Disadvantages of Equity Shares
Dividends Fluctuate From Time To Time
The dividend received by the equity shareholders is not fixed, and it can be less, more, or zero in some years. If the investor has the equity, then the company pays to him after settling the payment of debtors and preference shareholders. And if there is a remaining balance only, then the company is liable to pay its equity investors. Therefore, there is no stable income if the market scenarios are not good. The company needs to adapt some latest technology.
A Bit Risky Investment Option
Equities are a hazardous investment option because they are considered the owner of the company. And the owner of the equity shares can earn the profit as the dividend if the profit amount remains after paying debts. Also, there is no collateral security; therefore, if the company cannot pay the dividend, the equity shareowners are not entitled to claim their ROI.
Ideally Lower Control
Generally, the company issues lakhs of equity shares in the stock market. It is a small investor or shareholder of the company. Then you will probably have limited control because there are big fish. Those who already keep a significant percentage of equity shares dominate in the annual general meetings. Therefore, the small investor’s voting right may not have any significant impact on the decision.
The Market Price of The Share Can Up & Down
The prices of the shares fluctuate every single day, depending upon various internal and external factors. The prices of the shares often go down, and it becomes harder to sell existing equity for profit. Thus, if you are buying equity shares, you need to know this aspect because dealing with equity contains 50% loss and 50% profit trading scenarios.
It Cannot Be Redeemed Until The End of The Life of The Company
Another disadvantage of equity shares is that the investor can not redeem their holdings in cash. They can only transfer for the profit in the share market but can not redeem from the company. And the company is created to earn profit till infinite years. Therefore there is very little chance to claim the equity holding from the company.

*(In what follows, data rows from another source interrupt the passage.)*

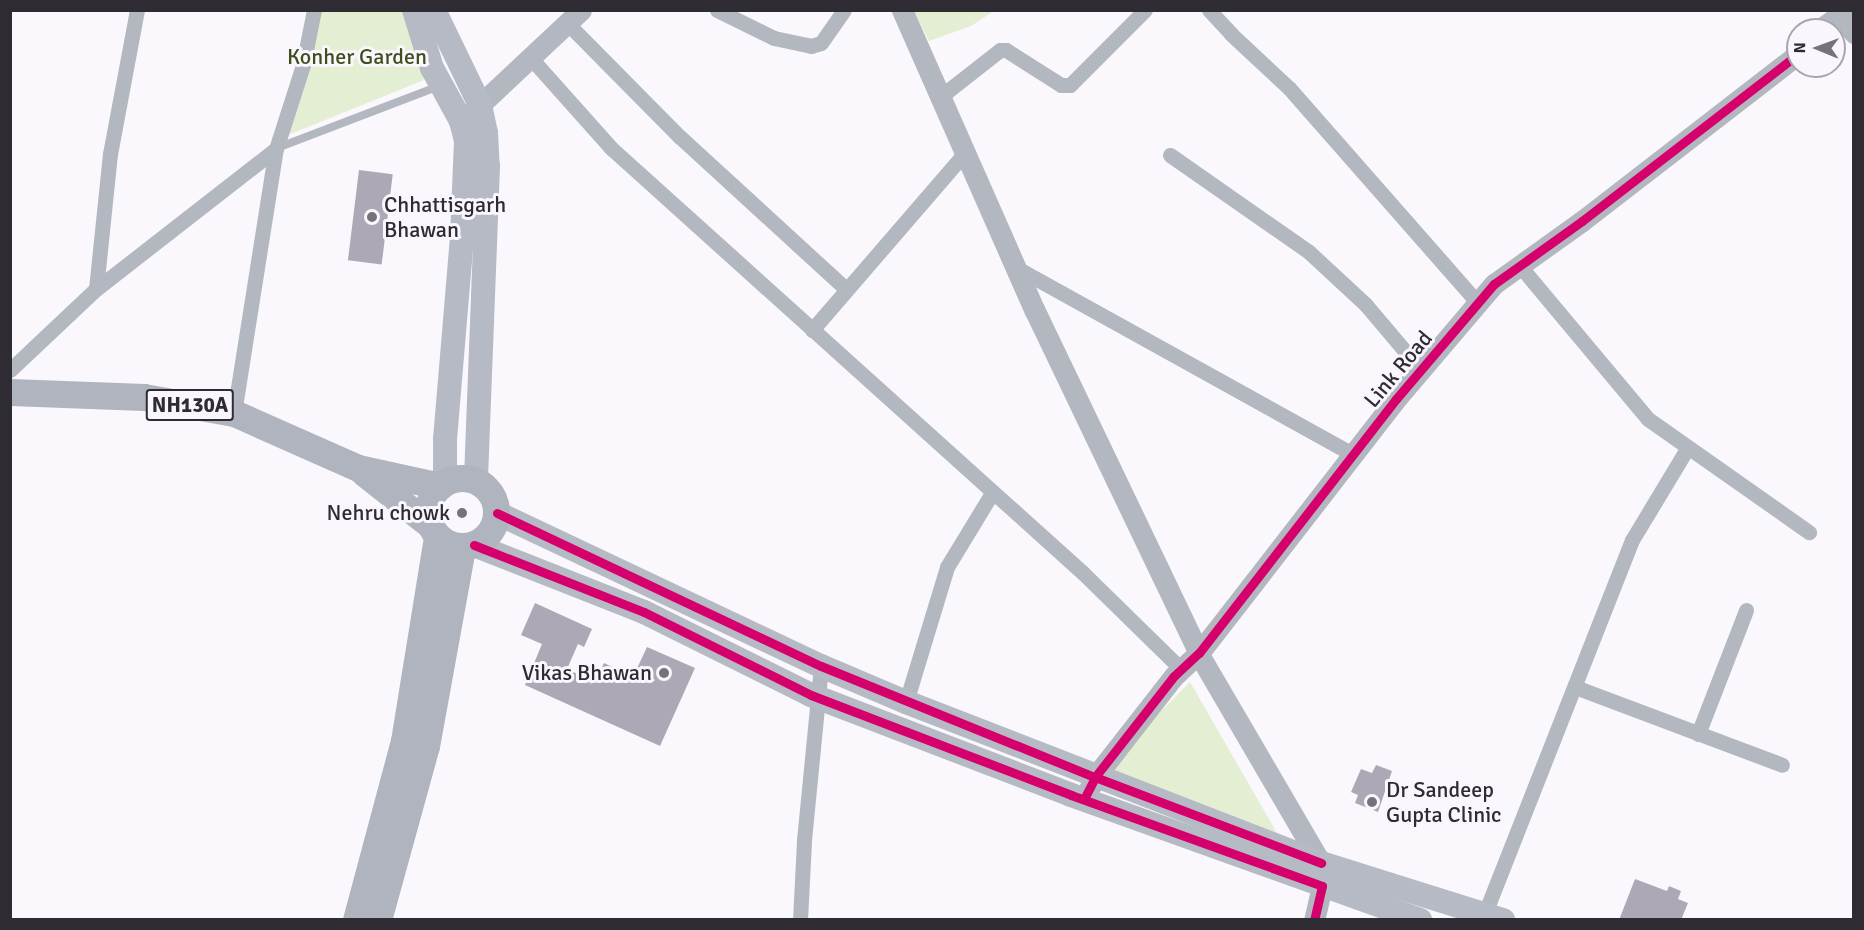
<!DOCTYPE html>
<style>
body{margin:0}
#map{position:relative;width:1864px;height:930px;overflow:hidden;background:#faf8fc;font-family:Signika,sans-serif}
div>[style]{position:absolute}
.green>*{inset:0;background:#e3eed3}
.building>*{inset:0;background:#aea8b6;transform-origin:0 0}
.lane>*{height:8px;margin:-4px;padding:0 4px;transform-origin:4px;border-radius:4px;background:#b3b7c0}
.street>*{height:15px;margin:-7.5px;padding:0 7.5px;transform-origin:7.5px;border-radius:7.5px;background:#b3b7c0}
.secondary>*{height:21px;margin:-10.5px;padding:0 10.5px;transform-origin:10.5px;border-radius:10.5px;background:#b3b7c0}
.primary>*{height:24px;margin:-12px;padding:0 12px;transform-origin:12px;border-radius:12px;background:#b6bac4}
.highway>*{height:27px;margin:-13.5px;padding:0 13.5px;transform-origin:13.5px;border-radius:13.5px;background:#b0b4be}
.highway>.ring{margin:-13.5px;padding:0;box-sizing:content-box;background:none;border:27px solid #b0b4be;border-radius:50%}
.cycleway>*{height:9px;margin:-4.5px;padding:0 4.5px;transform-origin:4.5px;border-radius:4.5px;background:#d6006c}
.dots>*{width:16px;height:16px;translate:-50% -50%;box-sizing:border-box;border:3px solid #f9f7fd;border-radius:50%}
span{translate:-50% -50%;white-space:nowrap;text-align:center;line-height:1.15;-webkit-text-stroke:6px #f9f7fd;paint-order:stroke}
.shield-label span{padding:2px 4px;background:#f9f7fd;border:2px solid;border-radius:4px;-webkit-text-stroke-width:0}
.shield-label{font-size:21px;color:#2e2c32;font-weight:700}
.park-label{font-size:22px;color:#3e4f1b}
.poi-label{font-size:22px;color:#2e2c32}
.left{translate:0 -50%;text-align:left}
.right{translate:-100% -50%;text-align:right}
.street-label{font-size:22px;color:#2e2c32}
.frame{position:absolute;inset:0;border:12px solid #2e2c32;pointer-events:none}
.north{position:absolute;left:1786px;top:18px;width:60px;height:60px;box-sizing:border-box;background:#f9f7fd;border:2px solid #a8a6ac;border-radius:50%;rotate:271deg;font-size:16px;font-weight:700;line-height:24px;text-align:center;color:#2e2c32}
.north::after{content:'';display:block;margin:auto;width:21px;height:27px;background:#757379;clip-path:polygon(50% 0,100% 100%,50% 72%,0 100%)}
</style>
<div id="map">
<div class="green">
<div style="clip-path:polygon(321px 11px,404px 11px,424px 80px,288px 135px)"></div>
<div style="clip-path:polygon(914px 11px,994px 11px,971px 26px,929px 41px)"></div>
<div style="clip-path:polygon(1190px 682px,1277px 833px,1105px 767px)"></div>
</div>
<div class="building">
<div style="left:359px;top:170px;width:34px;height:91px;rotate:7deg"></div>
<div style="clip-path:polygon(535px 603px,592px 629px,584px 647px,578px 644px,567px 669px,595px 682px,604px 663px,633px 677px,647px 647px,695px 668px,660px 746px,525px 685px,542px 644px,521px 635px)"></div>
<div style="clip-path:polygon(1376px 765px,1392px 771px,1378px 812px,1355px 803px,1358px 795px,1351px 792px,1361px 769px,1372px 773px)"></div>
<div style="clip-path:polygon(1635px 879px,1667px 891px,1669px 886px,1681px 891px,1678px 899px,1688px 903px,1681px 920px,1619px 920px)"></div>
</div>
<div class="lane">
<div style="left:277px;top:148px;width:173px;rotate:-20.9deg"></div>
</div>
<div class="street">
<div style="left:717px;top:10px;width:64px;rotate:26.2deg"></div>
<div style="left:774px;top:38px;width:38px;rotate:12deg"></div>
<div style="left:811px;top:46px;width:10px;rotate:-17deg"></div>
<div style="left:821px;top:43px;width:40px;rotate:-55.1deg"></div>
<div style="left:1209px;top:10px;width:33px;rotate:47deg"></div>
<div style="left:1231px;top:34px;width:79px;rotate:43deg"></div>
<div style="left:1289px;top:88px;width:286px;rotate:48.7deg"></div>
<div style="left:567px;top:23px;width:161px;rotate:45.3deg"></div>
<div style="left:680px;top:137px;width:224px;rotate:42.5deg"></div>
<div style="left:529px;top:56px;width:123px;rotate:48.3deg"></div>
<div style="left:611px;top:148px;width:635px;rotate:42deg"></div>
<div style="left:1083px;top:573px;width:139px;rotate:44.4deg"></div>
<div style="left:940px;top:97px;width:76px;rotate:-38.1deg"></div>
<div style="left:1000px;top:50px;width:6px"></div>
<div style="left:1006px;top:50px;width:65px;rotate:32.5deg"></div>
<div style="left:1061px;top:85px;width:9px"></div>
<div style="left:1070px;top:85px;width:106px;rotate:-45deg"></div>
<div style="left:1170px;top:155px;width:169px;rotate:34.9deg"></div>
<div style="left:1309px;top:252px;width:78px;rotate:42.9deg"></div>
<div style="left:1366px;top:305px;width:85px;rotate:49.8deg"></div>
<div style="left:1520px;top:266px;width:199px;rotate:50.1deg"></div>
<div style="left:1648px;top:419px;width:197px;rotate:35.1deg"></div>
<div style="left:1015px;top:267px;width:386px;rotate:29deg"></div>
<div style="left:96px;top:289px;width:136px;rotate:-84.1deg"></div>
<div style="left:110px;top:154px;width:147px;rotate:-79.4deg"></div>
<div style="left:812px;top:330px;width:234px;rotate:-49.2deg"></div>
<div style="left:10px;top:370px;width:118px;rotate:-43.3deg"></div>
<div style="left:96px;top:289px;width:228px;rotate:-37.9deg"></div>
<div style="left:276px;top:149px;width:88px;rotate:-72.2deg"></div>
<div style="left:303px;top:65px;width:56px;rotate:-78.7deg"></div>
<div style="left:234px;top:413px;width:267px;rotate:-81deg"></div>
<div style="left:1575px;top:687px;width:221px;rotate:20.6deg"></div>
<div style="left:906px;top:702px;width:141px;rotate:-73.1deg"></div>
<div style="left:947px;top:567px;width:87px;rotate:-58.7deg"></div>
<div style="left:1698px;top:734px;width:133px;rotate:-68.8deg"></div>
<div style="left:1485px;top:913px;width:401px;rotate:-68.5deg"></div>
<div style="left:1632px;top:540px;width:106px;rotate:-58.9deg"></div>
<div style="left:800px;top:920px;width:80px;rotate:-87.1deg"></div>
<div style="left:804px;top:840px;width:175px;rotate:-84.4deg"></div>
</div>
<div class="secondary">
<div style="left:902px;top:10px;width:329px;rotate:66.2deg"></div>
<div style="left:1035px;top:311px;width:385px;rotate:64.4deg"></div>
<div style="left:1201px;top:658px;width:238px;rotate:59.7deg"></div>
<div style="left:1321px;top:863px;width:23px;rotate:88deg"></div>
<div style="left:1322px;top:886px;width:35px;rotate:103deg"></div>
<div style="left:1849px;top:26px;width:9px;rotate:54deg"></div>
<div style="left:1819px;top:30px;width:34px;rotate:-36deg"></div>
<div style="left:470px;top:114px;width:152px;rotate:-43.1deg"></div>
<div style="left:1084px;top:799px;width:25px;rotate:-63deg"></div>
<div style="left:1095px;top:777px;width:128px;rotate:-52deg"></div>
<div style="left:1174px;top:676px;width:34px;rotate:-43deg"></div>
<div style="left:1199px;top:653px;width:321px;rotate:-52.2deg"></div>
<div style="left:1396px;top:399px;width:151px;rotate:-49.6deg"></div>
<div style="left:1494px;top:284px;width:108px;rotate:-35.6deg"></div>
<div style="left:1582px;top:221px;width:273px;rotate:-37.7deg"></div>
</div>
<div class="primary">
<div style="left:414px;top:10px;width:61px;rotate:72.8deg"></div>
<div style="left:432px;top:68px;width:60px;rotate:61.3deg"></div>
<div style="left:461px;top:121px;width:21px;rotate:76deg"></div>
<div style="left:466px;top:141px;width:96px;rotate:92.4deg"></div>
<div style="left:462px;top:237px;width:203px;rotate:94.8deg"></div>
<div style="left:445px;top:439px;width:43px;rotate:90deg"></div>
<div style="left:434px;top:10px;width:106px;rotate:64.2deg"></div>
<div style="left:480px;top:105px;width:29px;rotate:78deg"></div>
<div style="left:486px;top:133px;width:33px;rotate:87deg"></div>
<div style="left:488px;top:166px;width:314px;rotate:92.2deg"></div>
<div style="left:497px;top:513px;width:358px;rotate:25.3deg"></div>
<div style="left:821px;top:666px;width:92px;rotate:23deg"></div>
<div style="left:906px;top:702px;width:445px;rotate:21.2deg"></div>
<div style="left:1321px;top:863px;width:191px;rotate:17.4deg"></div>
<div style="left:474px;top:545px;width:183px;rotate:21.5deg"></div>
<div style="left:644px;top:612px;width:186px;rotate:26.4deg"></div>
<div style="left:811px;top:695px;width:279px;rotate:21deg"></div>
<div style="left:1071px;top:795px;width:371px;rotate:19.7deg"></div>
</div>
<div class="highway">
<div style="left:10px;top:392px;width:134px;rotate:2.1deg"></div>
<div style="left:144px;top:397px;width:91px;rotate:10.1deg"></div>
<div style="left:234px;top:413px;width:136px;rotate:23.9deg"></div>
<div style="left:358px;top:468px;width:84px;rotate:12.4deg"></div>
<div style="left:364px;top:473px;width:84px;rotate:38.2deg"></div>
<div class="ring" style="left:428px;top:478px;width:41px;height:41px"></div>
<div style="left:356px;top:920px;width:185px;rotate:-75deg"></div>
<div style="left:404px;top:741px;width:207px;rotate:-80.8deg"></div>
<div style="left:378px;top:920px;width:180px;rotate:-74.6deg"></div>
<div style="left:426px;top:746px;width:202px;rotate:-79.7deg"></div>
</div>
<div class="cycleway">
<div style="left:497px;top:513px;width:358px;rotate:25.3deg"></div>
<div style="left:821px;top:666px;width:296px;rotate:22.1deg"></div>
<div style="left:1095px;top:777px;width:242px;rotate:20.8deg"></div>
<div style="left:474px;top:545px;width:183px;rotate:21.5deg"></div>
<div style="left:644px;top:612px;width:186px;rotate:26.4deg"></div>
<div style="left:811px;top:695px;width:279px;rotate:21deg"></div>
<div style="left:1071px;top:795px;width:267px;rotate:19.9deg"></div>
<div style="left:1322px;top:886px;width:35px;rotate:103deg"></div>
<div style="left:1084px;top:799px;width:25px;rotate:-63deg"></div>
<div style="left:1095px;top:777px;width:128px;rotate:-52deg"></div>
<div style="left:1174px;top:676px;width:34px;rotate:-43deg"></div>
<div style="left:1199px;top:653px;width:321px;rotate:-52.2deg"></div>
<div style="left:1396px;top:399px;width:151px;rotate:-49.6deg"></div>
<div style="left:1494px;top:284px;width:108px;rotate:-35.6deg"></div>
<div style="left:1582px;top:221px;width:273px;rotate:-37.7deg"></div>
</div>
<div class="dots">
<div style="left:372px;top:217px;background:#757379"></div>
<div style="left:462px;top:513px;background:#757379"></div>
<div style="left:664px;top:673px;background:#757379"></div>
<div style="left:1372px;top:802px;background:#757379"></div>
</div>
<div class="shield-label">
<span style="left:190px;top:405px">NH130A</span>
</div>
<div class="park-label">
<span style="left:357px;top:57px">Konher Garden</span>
</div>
<div class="poi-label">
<span class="left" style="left:384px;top:217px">Chhattisgarh<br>Bhawan</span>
<span class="right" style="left:450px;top:513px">Nehru chowk</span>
<span class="right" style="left:652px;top:673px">Vikas Bhawan</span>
<span class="left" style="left:1386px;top:802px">Dr Sandeep<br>Gupta Clinic</span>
</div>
<div class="street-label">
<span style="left:1398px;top:369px;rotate:-50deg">Link Road</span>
</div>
<div class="frame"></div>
<div class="north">N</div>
</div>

In this article, we learned the advantages and disadvantages of equity shares in the share market. I hope now everything is clear and you have learned what you wanted to learn from this post. Equity shareholders are one of the attractive parts of the Indian share market and still a valuable investment option. It is risky but also offers multiple times the rate of returns when the market scenarios stay normal.
If you want to invest in the share market, especially in equity shares. Then first, you need to focus on the advantages and disadvantages of these shares. Once you decide to buy such shares, you can choose the best-performing company and get such shares from that listed company. In the short term, you can expect dividends from the company and earn some cash when it winds up.